The Republican National Committee has angered the Senate Republican Party. Senators slammed their own Republican Party’s majority decision to reprimand Reps. Liz Cheney (R-Wyo.) and Adam Kinzinger (R-Ill.) for working on the House’s probe into the Jan. 6 Capitol attack in interviews Monday evening.
They warned that alienating a segment of the party for being unduly anti-Trump is not a winning strategy moving into the 2018 elections, a strong warning from sitting members that goes far beyond the criticism already leveled by a few Republican analysts.
Republican Party Members Condemned
Several Republican senators took more direct action: RNC head Ronna McDaniel was contacted by both Lindsey Graham and Mitt Romney about the censure, with Graham phoning her and Romney texting his niece.
The RNC is meant to be the party’s uniting organization.
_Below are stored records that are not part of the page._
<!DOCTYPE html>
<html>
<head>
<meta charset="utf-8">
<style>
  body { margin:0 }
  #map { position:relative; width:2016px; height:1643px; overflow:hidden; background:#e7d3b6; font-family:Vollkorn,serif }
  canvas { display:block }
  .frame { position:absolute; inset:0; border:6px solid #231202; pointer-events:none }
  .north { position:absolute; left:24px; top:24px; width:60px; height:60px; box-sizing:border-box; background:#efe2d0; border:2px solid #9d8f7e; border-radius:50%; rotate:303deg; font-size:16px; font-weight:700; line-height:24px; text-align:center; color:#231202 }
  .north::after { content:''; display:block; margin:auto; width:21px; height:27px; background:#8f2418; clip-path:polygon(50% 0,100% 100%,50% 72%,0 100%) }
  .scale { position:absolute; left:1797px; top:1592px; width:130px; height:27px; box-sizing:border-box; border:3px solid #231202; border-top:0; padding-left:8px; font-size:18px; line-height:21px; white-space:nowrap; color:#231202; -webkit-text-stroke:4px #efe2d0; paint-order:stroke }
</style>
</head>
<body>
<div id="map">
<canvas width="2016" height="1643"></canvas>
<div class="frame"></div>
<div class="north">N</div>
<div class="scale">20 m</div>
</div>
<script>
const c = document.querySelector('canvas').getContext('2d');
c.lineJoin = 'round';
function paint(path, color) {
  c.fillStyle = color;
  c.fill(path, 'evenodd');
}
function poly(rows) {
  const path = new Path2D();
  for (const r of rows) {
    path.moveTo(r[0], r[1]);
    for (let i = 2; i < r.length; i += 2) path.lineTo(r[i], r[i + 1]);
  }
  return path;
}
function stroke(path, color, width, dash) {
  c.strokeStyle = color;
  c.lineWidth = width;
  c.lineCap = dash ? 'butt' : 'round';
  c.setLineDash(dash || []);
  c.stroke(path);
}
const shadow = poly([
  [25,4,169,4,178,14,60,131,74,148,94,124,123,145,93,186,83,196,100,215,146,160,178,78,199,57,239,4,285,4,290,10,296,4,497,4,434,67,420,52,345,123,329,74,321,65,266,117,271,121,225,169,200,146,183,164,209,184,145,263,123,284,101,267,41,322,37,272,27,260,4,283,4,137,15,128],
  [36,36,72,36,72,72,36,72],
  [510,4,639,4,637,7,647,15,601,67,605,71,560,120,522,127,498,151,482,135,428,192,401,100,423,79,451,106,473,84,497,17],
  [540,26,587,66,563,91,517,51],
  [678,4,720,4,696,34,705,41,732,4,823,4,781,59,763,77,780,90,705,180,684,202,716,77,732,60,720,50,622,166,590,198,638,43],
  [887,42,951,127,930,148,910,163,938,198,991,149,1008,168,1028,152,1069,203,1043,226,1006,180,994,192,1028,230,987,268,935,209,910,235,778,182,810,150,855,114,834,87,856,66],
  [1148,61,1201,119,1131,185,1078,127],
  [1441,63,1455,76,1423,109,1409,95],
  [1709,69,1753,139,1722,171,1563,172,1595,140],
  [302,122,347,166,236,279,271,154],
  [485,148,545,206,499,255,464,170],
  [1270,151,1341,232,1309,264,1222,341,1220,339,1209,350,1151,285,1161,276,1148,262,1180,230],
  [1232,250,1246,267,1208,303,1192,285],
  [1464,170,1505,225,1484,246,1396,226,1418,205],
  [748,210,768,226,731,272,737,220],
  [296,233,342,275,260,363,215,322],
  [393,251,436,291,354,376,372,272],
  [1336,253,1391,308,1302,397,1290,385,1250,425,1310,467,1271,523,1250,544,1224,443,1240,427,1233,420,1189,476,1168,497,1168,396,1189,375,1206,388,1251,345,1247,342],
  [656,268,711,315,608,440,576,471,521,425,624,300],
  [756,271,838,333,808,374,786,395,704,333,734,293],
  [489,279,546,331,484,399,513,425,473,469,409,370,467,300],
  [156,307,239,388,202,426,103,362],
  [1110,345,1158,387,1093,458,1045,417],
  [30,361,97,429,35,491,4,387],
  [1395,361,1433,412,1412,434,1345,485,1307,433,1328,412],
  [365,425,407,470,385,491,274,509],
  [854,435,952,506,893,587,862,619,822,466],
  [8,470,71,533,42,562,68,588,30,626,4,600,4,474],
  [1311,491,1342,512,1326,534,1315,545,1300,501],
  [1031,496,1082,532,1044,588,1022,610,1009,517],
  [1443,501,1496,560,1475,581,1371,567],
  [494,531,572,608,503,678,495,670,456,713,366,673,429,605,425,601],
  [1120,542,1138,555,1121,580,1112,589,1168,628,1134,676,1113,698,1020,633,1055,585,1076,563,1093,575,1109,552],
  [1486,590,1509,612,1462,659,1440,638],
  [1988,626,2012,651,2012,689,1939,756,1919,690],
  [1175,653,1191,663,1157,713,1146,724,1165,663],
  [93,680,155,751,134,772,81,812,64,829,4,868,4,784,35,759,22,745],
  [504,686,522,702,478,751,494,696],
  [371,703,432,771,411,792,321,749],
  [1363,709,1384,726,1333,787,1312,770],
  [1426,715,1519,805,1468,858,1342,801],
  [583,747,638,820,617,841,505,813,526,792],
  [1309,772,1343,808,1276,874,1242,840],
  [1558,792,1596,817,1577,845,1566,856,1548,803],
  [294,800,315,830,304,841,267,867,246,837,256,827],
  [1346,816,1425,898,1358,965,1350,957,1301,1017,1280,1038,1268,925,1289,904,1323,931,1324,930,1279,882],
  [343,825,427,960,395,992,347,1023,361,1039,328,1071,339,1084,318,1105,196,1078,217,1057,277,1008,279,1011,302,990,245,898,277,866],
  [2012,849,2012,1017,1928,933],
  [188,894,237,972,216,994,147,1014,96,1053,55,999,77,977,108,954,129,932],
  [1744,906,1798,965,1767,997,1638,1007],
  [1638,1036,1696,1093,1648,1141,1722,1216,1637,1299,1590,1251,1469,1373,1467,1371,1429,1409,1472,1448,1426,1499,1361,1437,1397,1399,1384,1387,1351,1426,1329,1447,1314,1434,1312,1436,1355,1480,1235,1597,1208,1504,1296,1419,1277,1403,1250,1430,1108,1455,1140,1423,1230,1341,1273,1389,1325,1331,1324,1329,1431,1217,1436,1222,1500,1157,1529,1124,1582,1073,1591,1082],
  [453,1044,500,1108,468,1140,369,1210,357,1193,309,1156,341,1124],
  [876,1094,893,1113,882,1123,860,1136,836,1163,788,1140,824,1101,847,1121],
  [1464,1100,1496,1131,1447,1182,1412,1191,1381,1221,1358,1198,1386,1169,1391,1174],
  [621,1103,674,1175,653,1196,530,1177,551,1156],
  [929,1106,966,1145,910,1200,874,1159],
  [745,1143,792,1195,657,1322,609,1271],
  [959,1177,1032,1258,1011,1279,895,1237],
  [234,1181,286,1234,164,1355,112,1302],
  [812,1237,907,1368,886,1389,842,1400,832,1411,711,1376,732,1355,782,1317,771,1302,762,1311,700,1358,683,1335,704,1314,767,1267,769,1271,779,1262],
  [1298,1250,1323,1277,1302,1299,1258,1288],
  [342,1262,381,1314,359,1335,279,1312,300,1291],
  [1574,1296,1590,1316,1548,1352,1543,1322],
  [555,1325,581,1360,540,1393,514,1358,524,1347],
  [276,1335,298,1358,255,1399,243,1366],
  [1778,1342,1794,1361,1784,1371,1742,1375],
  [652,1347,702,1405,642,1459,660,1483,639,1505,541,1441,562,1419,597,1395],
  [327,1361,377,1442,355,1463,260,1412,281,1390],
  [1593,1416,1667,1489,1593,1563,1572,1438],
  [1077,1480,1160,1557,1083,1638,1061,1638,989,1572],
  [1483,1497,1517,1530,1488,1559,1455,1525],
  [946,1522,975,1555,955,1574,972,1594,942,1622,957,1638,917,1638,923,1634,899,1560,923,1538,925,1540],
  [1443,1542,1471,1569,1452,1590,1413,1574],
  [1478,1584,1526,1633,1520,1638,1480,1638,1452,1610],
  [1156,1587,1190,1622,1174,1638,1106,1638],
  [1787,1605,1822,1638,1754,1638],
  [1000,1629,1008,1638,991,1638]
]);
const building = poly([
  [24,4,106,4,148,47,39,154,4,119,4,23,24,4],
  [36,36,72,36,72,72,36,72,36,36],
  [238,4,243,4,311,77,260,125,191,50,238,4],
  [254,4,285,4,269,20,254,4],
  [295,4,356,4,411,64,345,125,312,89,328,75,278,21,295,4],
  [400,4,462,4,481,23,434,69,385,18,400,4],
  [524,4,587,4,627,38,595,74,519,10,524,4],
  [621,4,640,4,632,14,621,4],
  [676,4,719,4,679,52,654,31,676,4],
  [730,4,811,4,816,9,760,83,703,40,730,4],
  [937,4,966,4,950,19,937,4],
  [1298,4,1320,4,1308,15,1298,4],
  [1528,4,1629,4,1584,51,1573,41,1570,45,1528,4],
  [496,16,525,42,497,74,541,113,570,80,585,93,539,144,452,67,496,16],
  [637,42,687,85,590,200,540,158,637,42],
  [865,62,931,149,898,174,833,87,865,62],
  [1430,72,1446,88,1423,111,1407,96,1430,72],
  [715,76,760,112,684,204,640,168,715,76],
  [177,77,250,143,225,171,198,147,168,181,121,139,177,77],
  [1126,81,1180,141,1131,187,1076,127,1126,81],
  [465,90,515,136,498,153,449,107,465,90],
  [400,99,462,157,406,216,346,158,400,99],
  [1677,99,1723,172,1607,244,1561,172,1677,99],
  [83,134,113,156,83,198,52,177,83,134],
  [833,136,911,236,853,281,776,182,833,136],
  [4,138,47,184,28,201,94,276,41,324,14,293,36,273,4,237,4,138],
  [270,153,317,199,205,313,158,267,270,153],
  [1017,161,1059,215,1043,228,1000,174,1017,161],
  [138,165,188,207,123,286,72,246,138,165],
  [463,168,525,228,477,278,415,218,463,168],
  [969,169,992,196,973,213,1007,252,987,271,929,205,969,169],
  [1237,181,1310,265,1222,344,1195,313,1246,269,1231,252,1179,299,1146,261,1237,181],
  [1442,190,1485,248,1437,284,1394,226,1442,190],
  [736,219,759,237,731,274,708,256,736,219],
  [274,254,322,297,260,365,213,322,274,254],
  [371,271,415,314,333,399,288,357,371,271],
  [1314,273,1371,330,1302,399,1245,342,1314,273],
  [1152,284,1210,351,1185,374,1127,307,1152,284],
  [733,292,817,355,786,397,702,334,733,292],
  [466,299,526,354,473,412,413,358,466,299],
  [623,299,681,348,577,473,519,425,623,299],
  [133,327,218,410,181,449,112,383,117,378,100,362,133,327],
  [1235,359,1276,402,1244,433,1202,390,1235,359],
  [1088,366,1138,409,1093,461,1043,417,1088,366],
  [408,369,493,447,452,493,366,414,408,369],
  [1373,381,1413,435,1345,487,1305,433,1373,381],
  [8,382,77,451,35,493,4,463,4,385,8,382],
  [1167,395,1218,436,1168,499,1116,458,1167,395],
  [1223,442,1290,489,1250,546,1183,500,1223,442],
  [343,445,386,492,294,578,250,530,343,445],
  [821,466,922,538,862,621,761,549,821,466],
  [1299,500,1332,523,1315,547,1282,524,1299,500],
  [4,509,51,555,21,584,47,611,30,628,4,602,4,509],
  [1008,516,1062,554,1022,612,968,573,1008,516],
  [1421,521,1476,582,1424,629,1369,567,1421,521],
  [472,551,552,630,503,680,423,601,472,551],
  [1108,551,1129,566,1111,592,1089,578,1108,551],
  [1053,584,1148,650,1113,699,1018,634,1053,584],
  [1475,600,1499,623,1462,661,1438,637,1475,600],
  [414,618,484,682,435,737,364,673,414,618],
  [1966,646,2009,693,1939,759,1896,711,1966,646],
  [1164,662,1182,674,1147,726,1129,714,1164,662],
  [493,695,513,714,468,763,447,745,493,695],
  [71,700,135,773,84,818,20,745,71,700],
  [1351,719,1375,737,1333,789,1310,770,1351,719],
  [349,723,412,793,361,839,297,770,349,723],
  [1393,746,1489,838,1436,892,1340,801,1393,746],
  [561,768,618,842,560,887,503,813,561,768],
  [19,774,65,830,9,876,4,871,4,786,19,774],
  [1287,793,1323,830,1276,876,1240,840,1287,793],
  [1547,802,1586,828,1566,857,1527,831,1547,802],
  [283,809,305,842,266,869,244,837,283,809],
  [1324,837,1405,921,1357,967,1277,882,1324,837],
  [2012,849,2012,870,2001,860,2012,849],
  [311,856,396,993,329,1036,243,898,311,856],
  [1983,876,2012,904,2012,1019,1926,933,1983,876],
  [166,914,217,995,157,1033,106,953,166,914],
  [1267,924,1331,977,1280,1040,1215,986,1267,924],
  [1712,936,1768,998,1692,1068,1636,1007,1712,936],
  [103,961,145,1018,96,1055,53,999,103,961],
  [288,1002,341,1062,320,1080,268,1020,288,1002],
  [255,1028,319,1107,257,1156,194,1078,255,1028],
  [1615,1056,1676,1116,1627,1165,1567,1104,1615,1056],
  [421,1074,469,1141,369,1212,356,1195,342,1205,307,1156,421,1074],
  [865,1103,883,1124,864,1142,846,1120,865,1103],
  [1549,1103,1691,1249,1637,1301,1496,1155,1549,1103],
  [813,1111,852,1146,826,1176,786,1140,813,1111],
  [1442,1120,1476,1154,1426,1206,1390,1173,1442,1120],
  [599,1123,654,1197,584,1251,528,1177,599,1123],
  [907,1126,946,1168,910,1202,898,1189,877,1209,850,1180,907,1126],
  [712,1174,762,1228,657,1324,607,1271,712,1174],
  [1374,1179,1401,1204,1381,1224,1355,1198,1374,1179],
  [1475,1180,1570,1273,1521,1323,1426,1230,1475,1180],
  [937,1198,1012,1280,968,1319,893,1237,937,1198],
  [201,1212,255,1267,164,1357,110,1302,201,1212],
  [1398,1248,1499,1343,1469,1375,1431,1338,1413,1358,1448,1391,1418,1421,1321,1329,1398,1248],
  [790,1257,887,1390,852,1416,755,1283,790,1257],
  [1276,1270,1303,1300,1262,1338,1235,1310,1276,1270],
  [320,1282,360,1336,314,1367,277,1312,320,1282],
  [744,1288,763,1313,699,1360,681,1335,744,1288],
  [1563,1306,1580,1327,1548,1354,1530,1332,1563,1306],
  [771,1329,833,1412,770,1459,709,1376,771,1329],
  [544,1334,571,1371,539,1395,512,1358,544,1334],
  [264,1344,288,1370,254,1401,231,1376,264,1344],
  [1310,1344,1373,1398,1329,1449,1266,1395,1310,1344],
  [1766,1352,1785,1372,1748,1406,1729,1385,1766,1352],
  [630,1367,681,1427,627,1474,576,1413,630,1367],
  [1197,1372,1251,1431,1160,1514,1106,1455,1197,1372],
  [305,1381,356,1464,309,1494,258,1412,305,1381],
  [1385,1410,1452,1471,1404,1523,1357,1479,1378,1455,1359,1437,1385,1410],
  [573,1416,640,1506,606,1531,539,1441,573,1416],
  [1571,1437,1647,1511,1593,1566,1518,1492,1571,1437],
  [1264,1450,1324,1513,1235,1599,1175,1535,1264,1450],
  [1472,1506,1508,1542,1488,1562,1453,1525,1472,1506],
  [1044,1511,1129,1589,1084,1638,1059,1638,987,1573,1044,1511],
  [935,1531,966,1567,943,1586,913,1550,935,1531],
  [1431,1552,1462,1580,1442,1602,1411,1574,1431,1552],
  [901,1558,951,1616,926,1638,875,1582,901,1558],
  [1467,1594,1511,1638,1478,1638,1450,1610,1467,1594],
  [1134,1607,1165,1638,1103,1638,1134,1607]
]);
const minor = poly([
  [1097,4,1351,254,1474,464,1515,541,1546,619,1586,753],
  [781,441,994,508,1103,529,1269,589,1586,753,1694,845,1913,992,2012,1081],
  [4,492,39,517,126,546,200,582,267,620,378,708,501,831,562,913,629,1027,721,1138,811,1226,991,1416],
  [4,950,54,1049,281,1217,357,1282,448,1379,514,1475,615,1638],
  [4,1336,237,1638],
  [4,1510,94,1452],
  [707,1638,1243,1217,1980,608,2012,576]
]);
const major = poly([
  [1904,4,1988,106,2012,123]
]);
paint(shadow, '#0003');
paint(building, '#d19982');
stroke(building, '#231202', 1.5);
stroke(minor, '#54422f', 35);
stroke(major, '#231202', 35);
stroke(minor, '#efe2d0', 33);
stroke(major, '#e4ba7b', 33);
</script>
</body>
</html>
However, the Senate’s passage of a resolution, chastising Cheney and Kinzinger for “persecution of ordinary citizens engaged in legitimate political discourse” is reopening rifts between the party’s large pro-Trump wing, the smaller anti-Trump wing, and the rest of a GOP still trying to find its way amid a favorable midterm cycle.
Internal House debates regarding Cheney and Kinzinger’s censure and future in the party will continue later this week, adding to the drama.
McConnell, who has previously backed Cheney, said he will address the issue during his regular news conference on Tuesday. Several members of his leadership team have indicated their dissatisfaction with Republican Party infighting. Sen. Joni Ernst of Iowa, the No. 5 Republican leader, said the RNC’s role should not be to chastise individual members of Congress.
The timing of these fresh earthquakes in the party is unfortunate because, on paper, the GOP appears to be gaining ground in the House and Senate races. President Joe Biden’s poll numbers are sagging, House Democrats are resigning en masse to avoid being in the minority, and the Senate map offers the GOP a realistic possibility of retaking the chamber.